More time clean up stuff.
diff mbox series

Message ID 3EE52CFA.6070607@mvista.com
State New, archived
Headers show
Series
  • More time clean up stuff.
Related show

Commit Message

George Anzinger June 10, 2003, 12:57 a.m. UTC
NOW on top of 2.5.70-bk9...  I also removed the dependency on the 
prior cleanup.

This patch addresses issues of roundoff error in the time keeping and
NTP code as follows:

The conversion of "actual jiffies" to TICK_USEC and then to TICK_NSEC
introduced large errors if jiffies was not a power of 10 (e.g. 1024
for the ia64).  Most of this is avoided by converting directly to
TICK_NSEC.

The calculation of MAX_SEC_IN_JIFFIES (the largest timespec or timeval
the kernel will attempt) had overflow problems in the 64-bit machines.
   We introduce a different equation for those machines.

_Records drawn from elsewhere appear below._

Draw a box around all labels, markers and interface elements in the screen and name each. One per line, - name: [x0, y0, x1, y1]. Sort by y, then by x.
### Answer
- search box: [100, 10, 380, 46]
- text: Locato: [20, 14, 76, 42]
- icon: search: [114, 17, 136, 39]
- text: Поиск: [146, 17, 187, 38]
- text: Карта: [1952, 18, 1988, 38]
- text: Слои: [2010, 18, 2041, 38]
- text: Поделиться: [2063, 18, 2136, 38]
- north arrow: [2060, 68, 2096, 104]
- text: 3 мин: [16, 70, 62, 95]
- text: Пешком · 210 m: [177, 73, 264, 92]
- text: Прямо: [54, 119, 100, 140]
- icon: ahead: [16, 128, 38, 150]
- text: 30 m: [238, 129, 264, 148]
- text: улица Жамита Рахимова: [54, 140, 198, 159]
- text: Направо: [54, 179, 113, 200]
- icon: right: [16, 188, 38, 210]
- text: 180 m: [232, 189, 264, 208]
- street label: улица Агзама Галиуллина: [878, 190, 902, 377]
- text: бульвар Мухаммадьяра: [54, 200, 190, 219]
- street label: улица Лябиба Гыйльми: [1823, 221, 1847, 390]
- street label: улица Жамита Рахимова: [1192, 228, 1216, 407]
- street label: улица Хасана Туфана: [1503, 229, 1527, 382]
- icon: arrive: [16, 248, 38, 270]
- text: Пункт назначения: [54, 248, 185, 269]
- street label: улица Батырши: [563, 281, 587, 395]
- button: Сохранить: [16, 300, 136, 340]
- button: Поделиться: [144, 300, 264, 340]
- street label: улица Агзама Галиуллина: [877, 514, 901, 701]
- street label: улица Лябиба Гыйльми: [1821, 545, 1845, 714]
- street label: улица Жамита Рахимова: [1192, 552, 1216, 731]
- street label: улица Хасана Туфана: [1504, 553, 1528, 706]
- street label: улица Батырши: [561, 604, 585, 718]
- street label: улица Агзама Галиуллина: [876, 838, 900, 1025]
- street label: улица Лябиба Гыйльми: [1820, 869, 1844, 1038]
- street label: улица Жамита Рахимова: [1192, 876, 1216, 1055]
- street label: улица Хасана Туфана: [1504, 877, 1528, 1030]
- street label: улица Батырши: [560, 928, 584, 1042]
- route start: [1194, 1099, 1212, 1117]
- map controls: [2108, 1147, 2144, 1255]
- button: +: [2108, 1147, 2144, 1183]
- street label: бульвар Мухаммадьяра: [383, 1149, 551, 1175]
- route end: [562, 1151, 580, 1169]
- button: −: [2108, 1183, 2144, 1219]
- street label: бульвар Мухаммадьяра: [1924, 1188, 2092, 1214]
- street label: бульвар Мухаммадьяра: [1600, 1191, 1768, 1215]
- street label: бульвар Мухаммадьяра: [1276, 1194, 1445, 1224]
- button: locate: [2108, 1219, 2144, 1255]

The NTP frequency update code was allowing a micro second of error to
accumulate before applying the correction.  We change FINEUSEC to
FINENSEC to do the correction as soon as a full nanosecond has
accumulated.

The initial calculation of time_freq for NTP had severe roundoff
errors for HZ not a power of 10 (i.e. 1024).  A new equation fixes this.

clock_nanosleep is changed to round up to the next jiffie to cover
starting between jiffies.

Comments

Riley Williams June 10, 2003, 8:18 a.m. UTC | #1
Hi George.

I'm ignoring the rest of this - it makes sense to me, but I'm
no expert in it. However, your last point is one I can comment
about as I've dealt with it professionally many times.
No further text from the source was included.